§ What is required
All lines from the one containing "Annotation task. Serialize" through the end of the entries below should appear in the answer exactly, with no others.

§ Information supplied
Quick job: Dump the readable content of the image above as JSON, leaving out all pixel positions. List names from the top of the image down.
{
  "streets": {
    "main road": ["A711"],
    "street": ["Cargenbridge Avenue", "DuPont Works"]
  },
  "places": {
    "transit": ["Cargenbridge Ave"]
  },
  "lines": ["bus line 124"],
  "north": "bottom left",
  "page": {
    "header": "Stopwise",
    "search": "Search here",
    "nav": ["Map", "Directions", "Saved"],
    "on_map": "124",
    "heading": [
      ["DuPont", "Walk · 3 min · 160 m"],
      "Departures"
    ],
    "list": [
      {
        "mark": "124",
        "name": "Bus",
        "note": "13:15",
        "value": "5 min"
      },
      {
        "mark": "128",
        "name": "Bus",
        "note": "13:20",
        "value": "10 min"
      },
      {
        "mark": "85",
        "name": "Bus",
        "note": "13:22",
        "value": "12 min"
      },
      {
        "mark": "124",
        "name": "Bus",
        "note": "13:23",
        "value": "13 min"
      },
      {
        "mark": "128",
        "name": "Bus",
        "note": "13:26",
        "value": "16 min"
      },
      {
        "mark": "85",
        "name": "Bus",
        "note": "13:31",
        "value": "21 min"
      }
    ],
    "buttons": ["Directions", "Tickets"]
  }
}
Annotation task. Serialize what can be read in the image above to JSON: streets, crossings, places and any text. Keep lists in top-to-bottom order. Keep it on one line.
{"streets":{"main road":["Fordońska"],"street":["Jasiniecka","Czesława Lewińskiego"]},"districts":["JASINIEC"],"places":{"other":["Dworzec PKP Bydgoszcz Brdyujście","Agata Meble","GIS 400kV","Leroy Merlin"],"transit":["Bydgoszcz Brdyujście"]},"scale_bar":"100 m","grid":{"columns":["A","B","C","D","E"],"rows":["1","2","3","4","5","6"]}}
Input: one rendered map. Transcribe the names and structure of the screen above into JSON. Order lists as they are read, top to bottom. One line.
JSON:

§ Exercise output
Annotation task. Serialize what can be read in the image above to JSON: streets, crossings, places and any text. Keep lists in top-to-bottom order. Keep it on one line.
{"streets":{"main road":["Fordońska"],"street":["Jasiniecka","Czesława Lewińskiego"]},"districts":["JASINIEC"],"places":{"other":["Dworzec PKP Bydgoszcz Brdyujście","Agata Meble","GIS 400kV","Leroy Merlin"],"transit":["Bydgoszcz Brdyujście"]},"scale_bar":"100 m","grid":{"columns":["A","B","C","D","E"],"rows":["1","2","3","4","5","6"]}}
Input: one rendered map. Transcribe the names and structure of the screen above into JSON. Order lists as they are read, top to bottom. One line.
JSON:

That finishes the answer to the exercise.